Browsing through news pieces on the local media web sites recently, it’d been easy to find a lot of banal stuff regarding the Bolts…  News about off-season plans, the losing, and plans for the immediate future and thoughts regarding the season that was have dominated headlines.

One earnest column that I came across was from Erik Erlendsson of the Tampa Tribune on Friday.  Erlendsson proposed the top five decisions that cost the Lightning dearly in 2008-09.  It’s easy to nit pick singular items but there is one dominant failure by OK (Not Really) Hockey made in separate moves that handcuffed and strangled the Lightning season to death:

Dismantling the defense By the first week of October,Tampa Bay had moved almost its entire defensive core from last season, trading away Boyle, Brad Lukowich, Filip Kuba, Alex Picard and Shane O’Brien and receiving only Lukas Krajicek, Andrej Meszaros and Matt Carle in return. Carle was later traded for Steve Eminger, who was later traded for Noah Welch. While the team spent millions of free-agent dollars on forwards over the summer, turnover and injuries resulted in 22 different players manning the blue line.

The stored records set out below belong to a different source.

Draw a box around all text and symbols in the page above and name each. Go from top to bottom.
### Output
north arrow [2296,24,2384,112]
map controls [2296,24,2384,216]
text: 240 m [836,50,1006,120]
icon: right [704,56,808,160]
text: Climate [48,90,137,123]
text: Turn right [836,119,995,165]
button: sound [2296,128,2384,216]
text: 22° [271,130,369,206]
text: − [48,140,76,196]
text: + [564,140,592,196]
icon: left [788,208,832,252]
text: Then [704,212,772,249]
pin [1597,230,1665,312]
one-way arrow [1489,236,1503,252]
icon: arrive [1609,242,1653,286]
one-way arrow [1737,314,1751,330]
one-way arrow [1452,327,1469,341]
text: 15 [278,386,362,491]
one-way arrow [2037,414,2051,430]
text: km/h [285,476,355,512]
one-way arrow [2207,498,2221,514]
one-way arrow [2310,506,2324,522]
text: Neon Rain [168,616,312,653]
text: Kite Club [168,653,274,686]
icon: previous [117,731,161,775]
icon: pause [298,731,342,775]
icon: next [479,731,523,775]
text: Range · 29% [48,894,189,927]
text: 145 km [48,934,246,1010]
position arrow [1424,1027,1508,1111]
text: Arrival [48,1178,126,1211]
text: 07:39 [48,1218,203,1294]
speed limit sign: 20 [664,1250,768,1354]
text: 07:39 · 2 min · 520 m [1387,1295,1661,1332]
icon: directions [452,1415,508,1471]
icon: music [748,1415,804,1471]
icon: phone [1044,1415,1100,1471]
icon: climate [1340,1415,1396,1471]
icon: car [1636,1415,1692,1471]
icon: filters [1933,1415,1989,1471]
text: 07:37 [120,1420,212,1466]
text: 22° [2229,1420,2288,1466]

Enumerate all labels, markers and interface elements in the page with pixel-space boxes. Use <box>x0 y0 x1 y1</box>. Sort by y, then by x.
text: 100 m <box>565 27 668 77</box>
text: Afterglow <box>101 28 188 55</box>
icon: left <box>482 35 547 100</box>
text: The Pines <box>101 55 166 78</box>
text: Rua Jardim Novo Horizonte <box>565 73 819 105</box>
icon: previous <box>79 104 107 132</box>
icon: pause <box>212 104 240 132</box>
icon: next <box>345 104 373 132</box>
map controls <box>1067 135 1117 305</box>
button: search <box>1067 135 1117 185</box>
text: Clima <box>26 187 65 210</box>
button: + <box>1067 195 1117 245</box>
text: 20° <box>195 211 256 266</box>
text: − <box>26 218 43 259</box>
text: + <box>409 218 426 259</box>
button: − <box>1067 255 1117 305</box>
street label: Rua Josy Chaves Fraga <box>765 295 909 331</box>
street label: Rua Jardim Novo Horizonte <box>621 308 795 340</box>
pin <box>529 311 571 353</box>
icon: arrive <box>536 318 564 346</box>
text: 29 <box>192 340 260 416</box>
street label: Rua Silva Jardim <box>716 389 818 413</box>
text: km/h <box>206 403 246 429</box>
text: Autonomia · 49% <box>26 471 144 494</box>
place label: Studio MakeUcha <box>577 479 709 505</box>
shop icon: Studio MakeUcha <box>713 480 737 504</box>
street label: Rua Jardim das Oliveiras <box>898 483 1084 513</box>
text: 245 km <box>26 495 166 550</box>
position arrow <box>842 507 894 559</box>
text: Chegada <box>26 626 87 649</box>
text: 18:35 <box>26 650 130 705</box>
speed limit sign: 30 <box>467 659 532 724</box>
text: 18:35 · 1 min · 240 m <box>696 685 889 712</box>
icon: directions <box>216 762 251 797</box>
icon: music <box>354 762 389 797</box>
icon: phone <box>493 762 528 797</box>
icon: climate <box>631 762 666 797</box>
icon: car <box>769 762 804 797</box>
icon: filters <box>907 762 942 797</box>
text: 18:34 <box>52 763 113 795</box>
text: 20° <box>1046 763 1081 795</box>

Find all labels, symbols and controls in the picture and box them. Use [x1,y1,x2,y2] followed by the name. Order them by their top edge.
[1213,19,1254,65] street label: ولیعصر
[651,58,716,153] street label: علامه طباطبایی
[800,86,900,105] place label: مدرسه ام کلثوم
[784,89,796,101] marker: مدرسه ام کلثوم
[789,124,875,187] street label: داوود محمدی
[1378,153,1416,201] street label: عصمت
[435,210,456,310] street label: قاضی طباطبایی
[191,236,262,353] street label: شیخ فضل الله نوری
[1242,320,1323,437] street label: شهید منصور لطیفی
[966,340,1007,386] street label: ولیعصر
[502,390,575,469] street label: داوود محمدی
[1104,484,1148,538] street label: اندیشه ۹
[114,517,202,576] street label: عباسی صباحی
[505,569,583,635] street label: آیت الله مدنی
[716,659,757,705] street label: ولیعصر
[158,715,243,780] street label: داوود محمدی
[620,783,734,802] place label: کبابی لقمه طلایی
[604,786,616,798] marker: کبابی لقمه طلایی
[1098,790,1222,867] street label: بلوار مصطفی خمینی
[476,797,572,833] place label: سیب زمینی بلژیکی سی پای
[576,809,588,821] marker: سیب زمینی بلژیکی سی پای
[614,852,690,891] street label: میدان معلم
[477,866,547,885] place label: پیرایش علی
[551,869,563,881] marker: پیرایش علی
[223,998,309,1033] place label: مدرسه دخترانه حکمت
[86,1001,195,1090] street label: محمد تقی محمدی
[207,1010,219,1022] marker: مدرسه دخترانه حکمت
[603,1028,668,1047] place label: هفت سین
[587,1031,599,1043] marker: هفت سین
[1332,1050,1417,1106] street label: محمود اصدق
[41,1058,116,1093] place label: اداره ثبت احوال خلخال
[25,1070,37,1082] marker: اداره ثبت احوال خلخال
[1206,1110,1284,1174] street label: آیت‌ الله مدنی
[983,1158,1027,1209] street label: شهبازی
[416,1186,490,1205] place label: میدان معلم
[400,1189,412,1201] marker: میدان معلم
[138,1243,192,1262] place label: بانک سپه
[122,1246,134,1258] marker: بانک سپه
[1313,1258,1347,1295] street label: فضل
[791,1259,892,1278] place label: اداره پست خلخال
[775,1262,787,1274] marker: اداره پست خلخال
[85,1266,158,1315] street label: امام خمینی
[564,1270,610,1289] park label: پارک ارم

And in all of the hoopla, in all of the anarchy, and in all of the volatility of the season, the question “Why?” has never been adequately answered.  Of course, it’s their team — but a method to the madness being explained to the fans would have been nice instead of cliché management responses to these transactions.

But let’s move on from this grievance for a moment and look at the Lightning as it is today — Geoff Kinrade served as the team’s 22nd warm body defenseman of the season on April 9th.  22 different players served on the Lightning.  Some are stuck in the minors now, some are on other rosters and some of them are recuperating from injuries.

That’s not to say that Boyle, O’Brien, Picard, Lukowich and/or Kuba wouldn’t have fallen to the wayside because of injury (O’Brien missed much playing time due to injury for Vancouver this season — see correction in comments)…  But that’s five NHL defensemen who were turned over in a short timespan for the likes of Janne Niskala, Jamie Heward, Matt Carle, Lukas Krajicek and Andrej Meszaros.

And that was for starters.

Janne Niskala ran home to Europe, Cory Murphy was an emergency pick up.  Steve Eminger came over after the Lightning gave up on Carle, oh and of course Eminger was later dealt for Noah Welch…  Matt Lashoff and Richard Petiot were other trade acquisitions at the deadline; Matt Smaby, Kevin Quick, Ty Wishart and Geoff Kinrade were part of the minor-league-musical chairs on D.

It’s easy to go on forever about this but there was a self-made disaster on defense by Lightning management.  We’ll just say that.

And with the close of the season, the mess gets even muddier.

Cory Murphy, Marek Malik and Josef Melichar — three veterans lost to injury — are all Unrestricted Free Agents after the season.  I won’t color them as huge loses if they are signed by other teams…  But they much more tried, tested and experienced than the AHL calibre crew that manned the blue line to close the season.

In the end, it’s a question of who stays and who goes on D and all signs are pointing to another volatile off-season of change.  Oh sure, Paul Ranger and Meszaros will be back next season…  But after that, everything comes into quesiton.

Everything.

Lukas Krajicek, Matt Lashoff, Mike Lundin and Matt Smaby are all restricted free agents after the season.  With Lundin having been trapped and exiled to Norfolk for more than half a season, I would guess that having him re-signed is a priority — the Bolts hadn’t wanted to lose him to waivers.

But are all of the above considered a young nucleus to build around, or simply depth to be shuffled between Norfolk and Tampa?

And while General Manager Brian Lawton has said he will be active shopping for defensive help (and also expressed willingness to shop the Lightning’s first round draft pick), it’s uncertain which of these unrestricted free agents he will target…  Or what will ultimately be guiding his decisionmaking while hunting for help.

Stability would be nice.  Revamping the defense again in haste with a makeshift lineup may only cause problems in the end.   Though it’s also difficult to say “build up around what you have” — that applied before last summer, and right now?  What we have is an offending defensive mess where up-is-out and down-is-in.